Et presque aussitôt la porte s’ouvrant laissa voir un petit homme gros, court et tout rouge, portant une calotte noire, une immense fraise blanche, des bottes à l’écuyère qui engloutissaient ses petites jambes dans leurs énormes tuyaux, et deux pistolets d’arçon à sa main.

— Je vendrai chèrement ma vie ! cria-t-il, et…

— Doucement, l’abbé, doucement, lui dit son élève en lui prenant le bras : ce sont vos amis.
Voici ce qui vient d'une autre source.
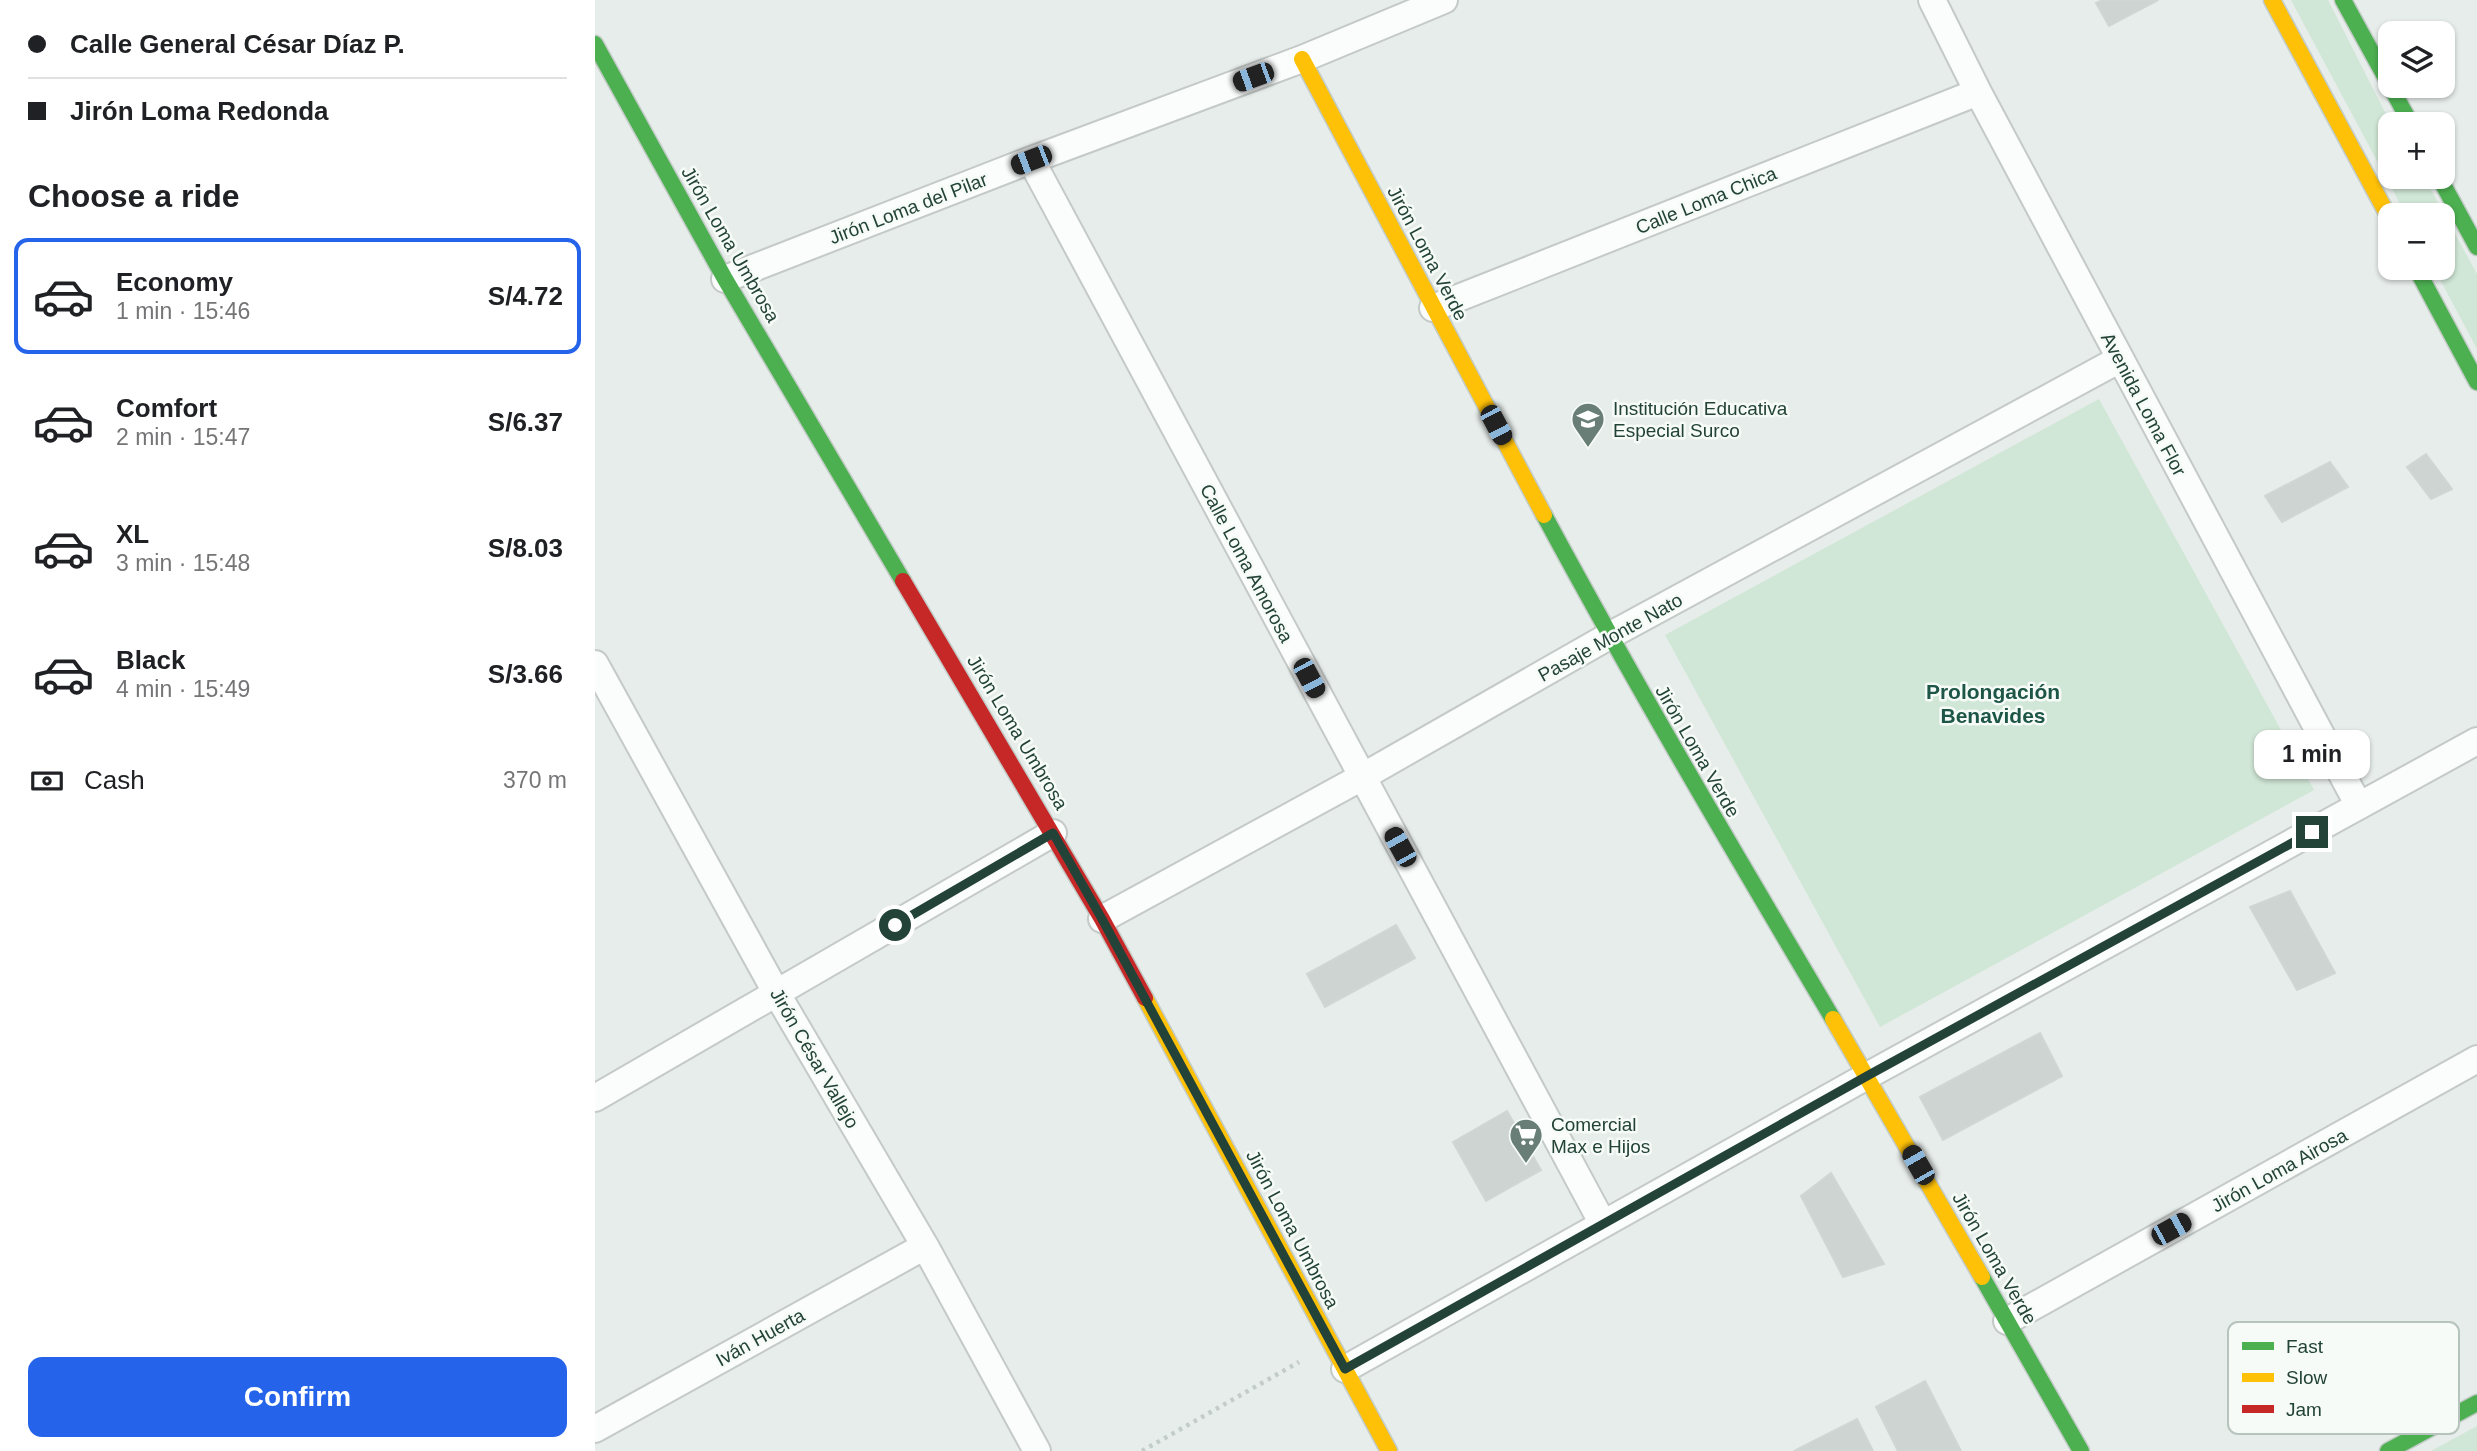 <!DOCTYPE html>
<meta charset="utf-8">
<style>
:root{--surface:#fff;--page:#f2f2f2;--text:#202124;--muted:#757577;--line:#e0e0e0;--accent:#2563eb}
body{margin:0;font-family:Helvetica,sans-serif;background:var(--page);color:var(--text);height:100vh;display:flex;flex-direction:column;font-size:26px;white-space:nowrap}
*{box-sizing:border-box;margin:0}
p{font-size:23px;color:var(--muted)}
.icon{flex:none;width:38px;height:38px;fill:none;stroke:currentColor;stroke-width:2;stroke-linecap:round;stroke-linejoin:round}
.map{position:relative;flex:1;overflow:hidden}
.details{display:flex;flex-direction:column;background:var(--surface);width:595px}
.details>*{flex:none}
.top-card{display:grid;align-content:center;height:154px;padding:0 28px;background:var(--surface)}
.tools{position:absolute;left:1783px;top:21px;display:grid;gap:14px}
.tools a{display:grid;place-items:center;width:77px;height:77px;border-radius:14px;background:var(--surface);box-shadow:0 2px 5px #0004;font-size:35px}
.end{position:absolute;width:32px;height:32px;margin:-16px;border:9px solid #234338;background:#fff;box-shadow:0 0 0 4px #fff}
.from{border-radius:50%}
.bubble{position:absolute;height:49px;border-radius:14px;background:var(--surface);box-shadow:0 2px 5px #0004;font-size:23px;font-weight:800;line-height:49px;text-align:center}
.car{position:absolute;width:21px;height:42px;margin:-21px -10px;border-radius:9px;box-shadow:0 0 5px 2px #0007;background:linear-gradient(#222 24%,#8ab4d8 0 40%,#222 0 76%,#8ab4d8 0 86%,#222 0)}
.top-card b{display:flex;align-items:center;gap:24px;height:66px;font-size:26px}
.top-card b+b{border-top:2px solid var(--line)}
.top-card i{width:18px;height:18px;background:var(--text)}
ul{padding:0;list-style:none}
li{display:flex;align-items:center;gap:21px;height:116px;margin:0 14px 10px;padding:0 14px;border:4px solid transparent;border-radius:14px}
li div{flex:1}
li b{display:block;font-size:26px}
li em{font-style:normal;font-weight:800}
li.on{border-color:var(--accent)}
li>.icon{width:63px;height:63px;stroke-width:1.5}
h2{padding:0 28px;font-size:32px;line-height:84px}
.pay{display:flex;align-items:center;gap:18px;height:77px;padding:0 28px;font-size:26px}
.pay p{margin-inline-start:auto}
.primary-button{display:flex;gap:14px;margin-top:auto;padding:14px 28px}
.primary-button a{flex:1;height:80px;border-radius:14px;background:var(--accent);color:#fff;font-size:28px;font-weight:800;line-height:80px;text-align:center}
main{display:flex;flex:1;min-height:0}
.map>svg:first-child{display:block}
</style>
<main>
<section class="details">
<div class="top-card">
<b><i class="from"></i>Calle General César Díaz P.</b>
<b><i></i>Jirón Loma Redonda</b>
</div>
<h2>Choose a ride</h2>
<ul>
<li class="on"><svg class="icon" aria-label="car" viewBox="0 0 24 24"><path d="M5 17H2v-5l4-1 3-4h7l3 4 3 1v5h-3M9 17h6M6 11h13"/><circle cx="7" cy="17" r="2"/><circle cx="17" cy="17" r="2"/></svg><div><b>Economy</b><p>1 min · 15:46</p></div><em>S/4.72</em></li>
<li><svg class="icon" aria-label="car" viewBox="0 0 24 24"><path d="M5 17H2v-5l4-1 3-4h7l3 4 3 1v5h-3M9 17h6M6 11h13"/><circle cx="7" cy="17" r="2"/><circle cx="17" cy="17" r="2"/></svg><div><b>Comfort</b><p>2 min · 15:47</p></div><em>S/6.37</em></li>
<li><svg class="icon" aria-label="car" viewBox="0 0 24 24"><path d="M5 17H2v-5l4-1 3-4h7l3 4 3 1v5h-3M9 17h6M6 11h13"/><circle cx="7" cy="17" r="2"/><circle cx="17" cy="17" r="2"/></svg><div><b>XL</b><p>3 min · 15:48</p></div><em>S/8.03</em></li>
<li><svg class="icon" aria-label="car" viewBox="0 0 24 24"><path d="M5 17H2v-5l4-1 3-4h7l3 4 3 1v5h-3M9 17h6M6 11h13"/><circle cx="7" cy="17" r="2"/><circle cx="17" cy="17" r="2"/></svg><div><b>Black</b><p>4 min · 15:49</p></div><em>S/3.66</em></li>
</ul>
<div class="pay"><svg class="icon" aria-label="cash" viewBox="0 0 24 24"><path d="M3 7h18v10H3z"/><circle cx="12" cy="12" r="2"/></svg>Cash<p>370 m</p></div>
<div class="primary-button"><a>Confirm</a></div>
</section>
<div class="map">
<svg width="1882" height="1451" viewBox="0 0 1882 1451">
<rect width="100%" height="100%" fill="#e7edea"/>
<path fill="#d0e6d6" d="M1696,0h37l63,124v53h33l53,97v75l-43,-81h9v-53h-37z
M1504,399l215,391 -434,237 -215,-392z
M1882,1426v25h-46z"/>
<path fill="#ced4d1" stroke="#d0d6d3" stroke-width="2" d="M1508,0h55l-49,26 -13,-23z
M1831,454l26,35 -21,10 -24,-32z
M1735,462l18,25 -66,35 -17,-26z
M1695,891l45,82 -38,17 -47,-83z
M801,925l19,33 -90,49 -18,-33z
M1445,1033l22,43 -119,64 -23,-43z
M912,1111l34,59 -55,31 -33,-59z
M1236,1173l53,91 -41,13 -42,-81z
M1330,1381l36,70h-63l-22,-44z
M1262,1419l16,32h-79z"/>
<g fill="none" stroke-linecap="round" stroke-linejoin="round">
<defs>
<path id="street" d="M1337,0l46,92 381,714
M436,160l572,1064
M130,279l306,-119 271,-101 142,-59
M838,308l545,-216
M0,664l182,330 148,252 112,205
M507,919l260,-142 247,-141 511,-277
M0,1098l458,-265
M1412,1321l470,-262
M750,1369l522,-293 610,-335
M0,1429l330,-183"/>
<path id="fast" d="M1748,0l68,124
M0,44l130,235 178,302
M1844,177l38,70
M1821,268l61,114
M949,515c92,171 190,337 289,504
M1387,1277l99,174
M1793,1451l89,-48"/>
<path id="slow" d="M1677,0l119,221
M707,59l242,456
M550,998l244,453
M1238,1019l149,258"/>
<path id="jam" d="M308,581l199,338 43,79"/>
</defs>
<use href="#street" stroke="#c4cac7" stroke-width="30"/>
<use href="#fast" stroke="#c3cbc7" stroke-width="19"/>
<use href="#slow" stroke="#c3cbc7" stroke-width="19"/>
<use href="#jam" stroke="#c3cbc7" stroke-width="19"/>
<path stroke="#c2ccc8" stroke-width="4.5" stroke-dasharray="3.5 5" stroke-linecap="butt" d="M547,1451l157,-89"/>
<use href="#street" stroke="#fbfcfc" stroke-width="26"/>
<use href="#fast" stroke="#4caf50" stroke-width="16"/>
<use href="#slow" stroke="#ffc107" stroke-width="16"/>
<use href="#jam" stroke="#c62828" stroke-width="16"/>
</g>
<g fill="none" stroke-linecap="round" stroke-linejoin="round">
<path stroke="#234338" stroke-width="9" d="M300,925l158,-92 49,86 243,450 522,-293 445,-244"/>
</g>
<defs>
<symbol id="school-pin" viewBox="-11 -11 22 30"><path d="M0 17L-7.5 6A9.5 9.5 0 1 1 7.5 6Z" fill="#687e76" stroke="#f6fbf8"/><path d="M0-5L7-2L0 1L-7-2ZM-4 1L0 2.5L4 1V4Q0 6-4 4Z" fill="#fff"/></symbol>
<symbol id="supermarket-pin" viewBox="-11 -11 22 30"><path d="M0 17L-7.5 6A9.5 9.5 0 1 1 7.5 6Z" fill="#687e76" stroke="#f6fbf8"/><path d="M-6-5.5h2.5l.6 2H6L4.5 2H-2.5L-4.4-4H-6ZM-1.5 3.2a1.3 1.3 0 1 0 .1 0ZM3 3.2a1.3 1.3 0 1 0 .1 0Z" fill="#fff"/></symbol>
</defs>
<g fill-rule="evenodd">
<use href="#school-pin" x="974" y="400" width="38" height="52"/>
<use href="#supermarket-pin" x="912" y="1116" width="38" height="52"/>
</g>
<g text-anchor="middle" stroke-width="5" stroke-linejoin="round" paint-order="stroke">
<g font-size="19" fill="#234338" stroke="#f6fbf8">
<text transform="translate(1111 200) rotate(-22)" y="7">Calle Loma Chica</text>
<text transform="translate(313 208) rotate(-21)" y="7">Jirón Loma del Pilar</text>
<text transform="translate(136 244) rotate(60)" y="7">Jirón Loma Umbrosa</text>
<text transform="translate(833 253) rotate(62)" y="7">Jirón Loma Verde</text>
<text transform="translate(1549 404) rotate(62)" y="7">Avenida Loma Flor</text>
<text transform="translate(652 563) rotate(62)" y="7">Calle Loma Amorosa</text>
<text transform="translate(1015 637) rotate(-29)" y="7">Pasaje Monte Nato</text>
<text transform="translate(423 732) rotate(59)" y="7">Jirón Loma Umbrosa</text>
<text transform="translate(1103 751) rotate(60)" y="7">Jirón Loma Verde</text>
<text transform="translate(220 1058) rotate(60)" y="7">Jirón César Vallejo</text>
<text transform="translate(1684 1170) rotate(-29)" y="7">Jirón Loma Airosa</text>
<text transform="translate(698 1229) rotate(62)" y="7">Jirón Loma Umbrosa</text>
<text transform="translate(1400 1258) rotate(60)" y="7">Jirón Loma Verde</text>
<text transform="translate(165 1337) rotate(-29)" y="7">Iván Huerta</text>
</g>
<g font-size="19" fill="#234338" stroke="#f6fbf8" text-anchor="start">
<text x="1018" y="415">Institución Educativa<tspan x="1018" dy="22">Especial Surco</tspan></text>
<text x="956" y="1131">Comercial<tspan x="956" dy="22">Max e Hijos</tspan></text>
</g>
<g font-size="21" font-weight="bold" fill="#1d5646" stroke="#f6fbf8">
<text x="1398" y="699">Prolongación<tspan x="1398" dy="24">Benavides</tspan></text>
</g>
</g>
<rect x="1633" y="1322" width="231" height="112" rx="10" fill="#f6fbf8" stroke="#b7c4be" stroke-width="2"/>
<rect x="1647" y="1342" width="32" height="8" fill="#4caf50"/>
<rect x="1647" y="1373" width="32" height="9" fill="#ffc107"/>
<rect x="1647" y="1405" width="32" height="8" fill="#c62828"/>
<g font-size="19" fill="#234338">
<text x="1691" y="1353">Fast</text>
<text x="1691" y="1384">Slow</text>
<text x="1691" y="1416">Jam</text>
</g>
</svg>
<div class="tools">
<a><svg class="icon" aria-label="layers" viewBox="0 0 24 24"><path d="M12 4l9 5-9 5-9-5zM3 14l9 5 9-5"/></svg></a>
<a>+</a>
<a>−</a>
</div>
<i class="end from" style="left:300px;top:925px"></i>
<i class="end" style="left:1717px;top:832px"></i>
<div class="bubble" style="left:1659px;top:730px;width:116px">1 min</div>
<i class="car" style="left:658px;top:77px;rotate:250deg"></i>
<i class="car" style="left:436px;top:160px;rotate:249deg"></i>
<i class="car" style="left:901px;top:425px;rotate:152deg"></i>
<i class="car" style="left:714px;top:678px;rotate:152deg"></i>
<i class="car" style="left:805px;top:847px;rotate:331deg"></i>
<i class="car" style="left:1323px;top:1165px;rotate:330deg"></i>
<i class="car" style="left:1576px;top:1229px;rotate:61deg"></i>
</div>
</main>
— Ah ! mon pauvre enfant, c’est vous ! dit le bonhomme, laissant tomber ses pistolets, que ramassa avec précaution un domestique armé aussi jusqu’aux dents. Eh ! que venez-vous faire ici ? L’abomination y est venue, et j’attends la nuit pour partir. Entrez vite, mon ami, vous et vos gens ; je vous ai pris pour les archers de Laubardemont, et, ma foi, j’allais sortir un peu de mon caractère. Vous voyez ces chevaux ; je vais en Italie rejoindre notre ami le duc de Bouillon. Jean, Jean, fermez vite la grande porte par-dessus ces braves domestiques, et recommandez-leur de ne pas faire trop de bruit, quoiqu’il n’y ait pas d’habitation près de celle-ci.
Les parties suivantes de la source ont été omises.